L'être temps s'éprouve aussi dans la manière où sa propre mort affecte la vie des autres êtres. La vie et la mort ne sont pas séparées. Jiko sur son lit de mort exprime son être-temps de maître zen. elle se fait redresser dans la posture de seiza (à genoux), pour écrire, calligraphier un poème. Elle n'a la force que d'écrire le temps d'une dernière respiration qu'un seul caractère de "cinq traits sombres et humides" :


VIVRE avec ce commentaire pour Nao et son fils Haruki présents pour ce dernier soupir : "pour aujourd'hui. Et pour toujours". Ruth aussi est là, elle poursuit ainsi son récit "elle a pris une grande inspiration sonore, puis une autre, et le monde entier a expiré avec elle. Puis elle s'est arrêtée."

Jiko répétait "Haut et bas, pareils". Là, dans ce dernier souffle, elle disait encore "Être et non-être, pareils"... Êtres-temps. Maintenant, Nao comprends ce que son professeur avait dit à la simulation de son propre enterrement (il faut lire le livre, je ne dit pas tout ...) "une forme est un vide, un vide est une forme" Une chanson lui vient aussi « Impossible Dream », et ces mots

"Passée, Passée Passée de l'autre côté"

Alors le père suicidaire, en élucidant le carnet secret d'Haruki 1 , dit à sa fille suicidaire, "il faut vivre" "nous n'avons pas le choix. Nous devons aller de l'avant." "Jiko l'avait écrit »

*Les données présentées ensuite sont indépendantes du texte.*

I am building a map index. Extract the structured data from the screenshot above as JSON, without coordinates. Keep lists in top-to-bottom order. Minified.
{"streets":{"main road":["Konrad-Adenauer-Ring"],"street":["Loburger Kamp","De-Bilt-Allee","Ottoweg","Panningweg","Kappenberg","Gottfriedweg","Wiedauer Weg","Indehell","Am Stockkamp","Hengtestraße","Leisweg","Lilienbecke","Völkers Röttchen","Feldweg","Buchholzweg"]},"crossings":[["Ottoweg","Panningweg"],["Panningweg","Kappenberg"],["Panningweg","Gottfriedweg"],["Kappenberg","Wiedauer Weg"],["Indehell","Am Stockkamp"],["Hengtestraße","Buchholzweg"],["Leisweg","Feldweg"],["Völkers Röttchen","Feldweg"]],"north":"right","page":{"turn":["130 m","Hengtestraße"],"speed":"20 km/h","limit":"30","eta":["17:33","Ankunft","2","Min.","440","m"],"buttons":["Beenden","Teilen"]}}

Haruki 1 lui aussi a écrit en français les derniers jours de sa jeune vie d'étudiant, philosophe, son journal intime secret dédié à sa mère Jiko. Il dit qu’il ne veut pas mourir mais il cite Montaigne dans la ligne de la tradition philosophique occidentale "philosopher c'est apprendre à mourir". Son journal lui sert surtout à approfondir la connaissance de lui-même.

"Comme j'aimerais broyer cette horloge et arrêter le temps ! [...] Mais non il n'y a rien à faire, le temps ne s'arrêtera pas, et je gis là, paralysé, j'écoute s'écouler mes derniers moments de vie. ? [...]
Je ne veux pas mourir [...]
Oubli cette horloge. Elle n'a aucun pouvoir sur le temps, mais les mots , eux , en ont un."

Et alors ? Où est le maintenant ? qu'est-il ?

Maintenant ce moment branlant tendu entre avant et après comme un pont de singe.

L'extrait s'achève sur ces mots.